__Stored items from a collection__
··········

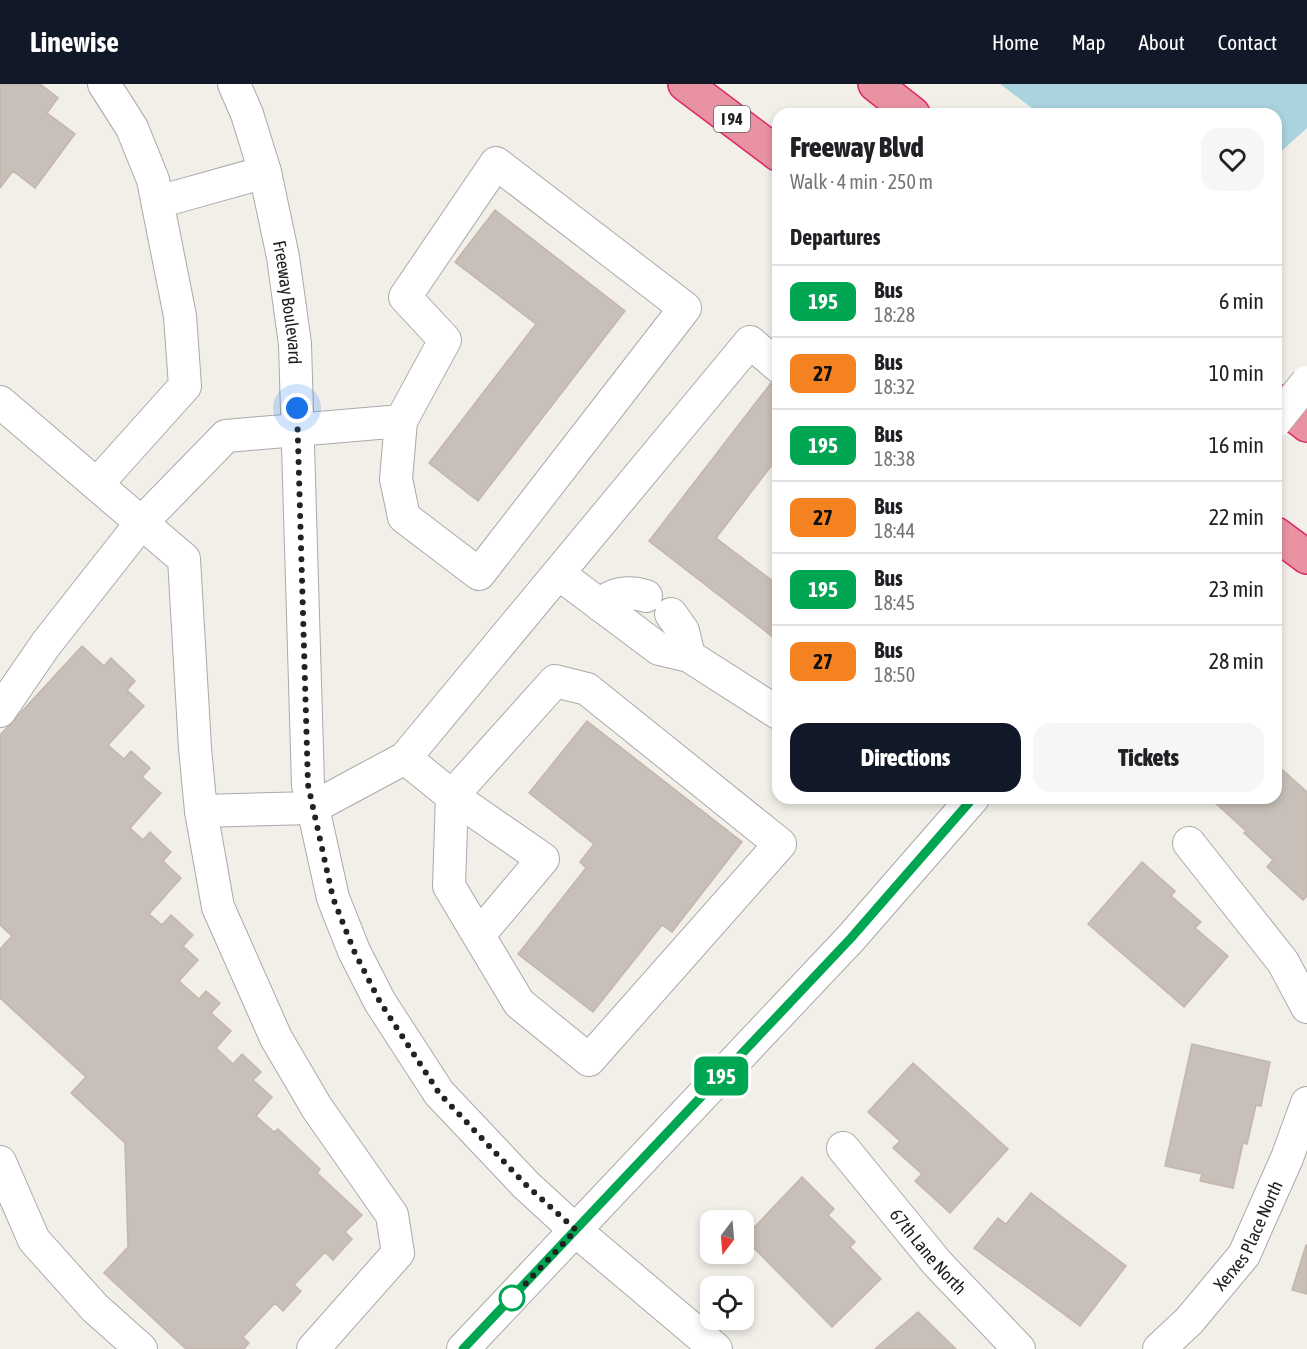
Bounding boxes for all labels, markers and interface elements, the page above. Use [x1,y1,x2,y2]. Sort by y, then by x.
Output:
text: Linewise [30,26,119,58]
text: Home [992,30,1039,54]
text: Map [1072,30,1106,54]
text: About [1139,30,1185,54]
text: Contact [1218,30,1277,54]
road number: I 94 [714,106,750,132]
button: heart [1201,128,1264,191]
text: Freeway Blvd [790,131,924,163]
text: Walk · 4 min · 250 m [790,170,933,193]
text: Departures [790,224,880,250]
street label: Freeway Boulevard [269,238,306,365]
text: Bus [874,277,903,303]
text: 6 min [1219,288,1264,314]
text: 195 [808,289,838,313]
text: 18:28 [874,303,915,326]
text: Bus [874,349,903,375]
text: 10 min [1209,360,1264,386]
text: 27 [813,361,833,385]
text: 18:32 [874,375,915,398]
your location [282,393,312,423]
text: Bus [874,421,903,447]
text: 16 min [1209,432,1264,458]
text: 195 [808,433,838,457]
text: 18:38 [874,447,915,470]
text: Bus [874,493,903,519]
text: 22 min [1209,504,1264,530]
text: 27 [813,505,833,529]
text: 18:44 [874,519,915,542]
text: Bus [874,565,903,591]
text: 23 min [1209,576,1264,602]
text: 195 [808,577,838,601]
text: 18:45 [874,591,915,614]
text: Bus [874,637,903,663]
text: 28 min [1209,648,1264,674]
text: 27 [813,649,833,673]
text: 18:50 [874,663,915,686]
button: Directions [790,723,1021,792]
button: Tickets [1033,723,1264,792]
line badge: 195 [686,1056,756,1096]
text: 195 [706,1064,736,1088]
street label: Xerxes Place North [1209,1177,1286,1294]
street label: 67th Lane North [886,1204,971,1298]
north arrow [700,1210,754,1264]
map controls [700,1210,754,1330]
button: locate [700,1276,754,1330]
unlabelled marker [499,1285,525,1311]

··········

__Problem description__
Every line that contains the string "Freeway" should be returned from the data.

__Exercise result__
text: Freeway Blvd [790,131,924,163]
street label: Freeway Boulevard [269,238,306,365]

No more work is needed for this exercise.